Iran : les forces armées en état d’alerte maximale
Photo transmise par le service de presse de l’armée iranienne le 23 juin 2025 montrant le nouveau chef de l’armée, Amir Hatami, lors d’une réunion dans la salle de commandement des opérations de l’armée iranienne. ©Iranian Army Media Office / AFP

Le chef de l’armée iranienne, Amir Hatami, a mis en garde samedi les États-Unis et Israël contre toute attaque, affirmant que les forces de son pays étaient placées en alerte maximale après d’importants déploiements militaires américains dans le Golfe.

Il a également insisté sur le fait que l’expertise nucléaire de la République islamique ne pouvait être éliminée, alors que le président américain Donald Trump a déclaré s’attendre à ce que Téhéran cherche à conclure un accord afin d’éviter des frappes américaines.

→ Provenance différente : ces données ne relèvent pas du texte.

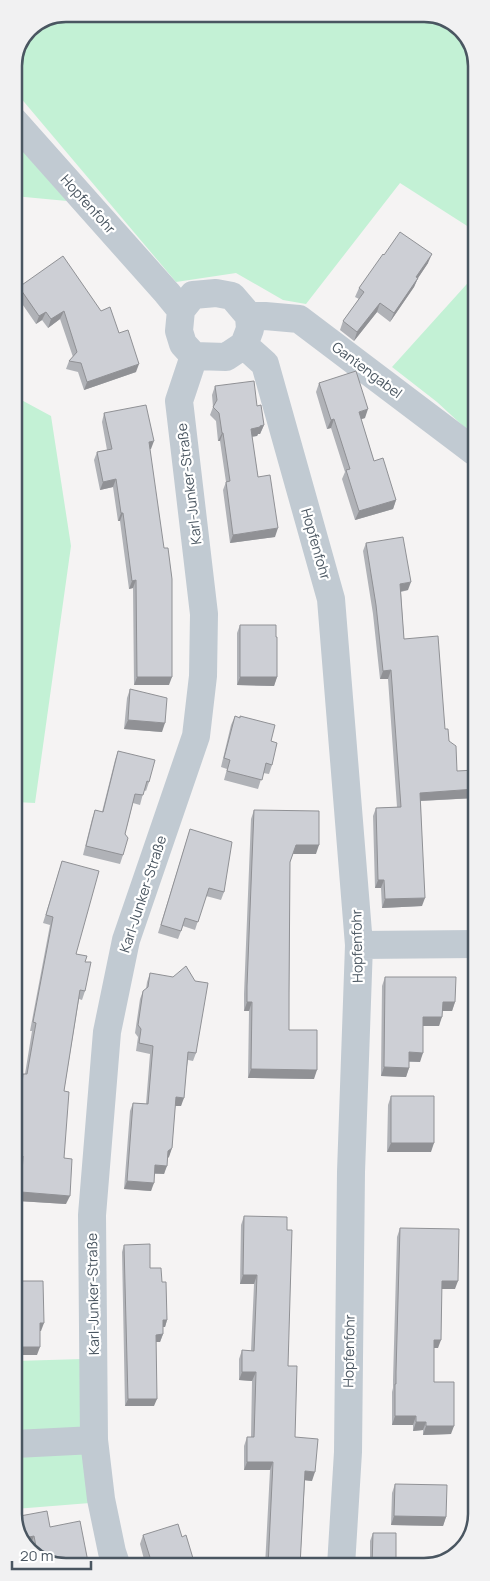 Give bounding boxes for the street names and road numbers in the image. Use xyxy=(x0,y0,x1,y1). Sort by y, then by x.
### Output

«Si l’ennemi commet une erreur, cela mettra sans aucun doute en danger sa propre sécurité, celle de la région et celle du régime sioniste», a déclaré M. Hatami, cité par l’agence de presse officielle Irna. Il a précisé que les forces armées iraniennes étaient «en état de préparation défensive et militaire totale».

Washington a envoyé au Moyen-Orient un groupe aéronaval conduit par le porte-avions USS Abraham Lincoln, tandis que Donald Trump a menacé d’une intervention militaire après une répression meurtrière menée par les autorités iraniennes contre deux semaines de manifestations antigouvernementales.

Ce déploiement a ravivé les craintes d’une confrontation directe avec l’Iran, qui a averti qu’il répondrait par des frappes de missiles contre des bases, des navires et des alliés américains notamment Israël, en cas d’attaque.

Vendredi, Donald Trump a estimé que l’Iran chercherait à négocier un accord sur ses programmes nucléaire et balistique plutôt que de faire face à une action militaire américaine. Le ministre iranien des Affaires étrangères, Abbas Araghchi, avait déclaré plus tôt que Téhéran était prêt à des discussions sur le nucléaire, mais que ses missiles et sa défense «ne seraient jamais négociés».

«Ne peut être éliminée»

Les États-Unis ont mené en juin des frappes contre des sites nucléaires iraniens clés, lorsqu’ils se sont brièvement joints à la guerre de 12 jours menée par Israël contre son rival régional. Des attaques israéliennes ont également visé des sites militaires à travers le pays, tuant de hauts gradés et des scientifiques nucléaires de premier plan.

Mais M. Hatami a affirmé samedi que la technologie nucléaire iranienne «ne peut être éliminée, même si des scientifiques et les fils de cette nation tombent en martyrs».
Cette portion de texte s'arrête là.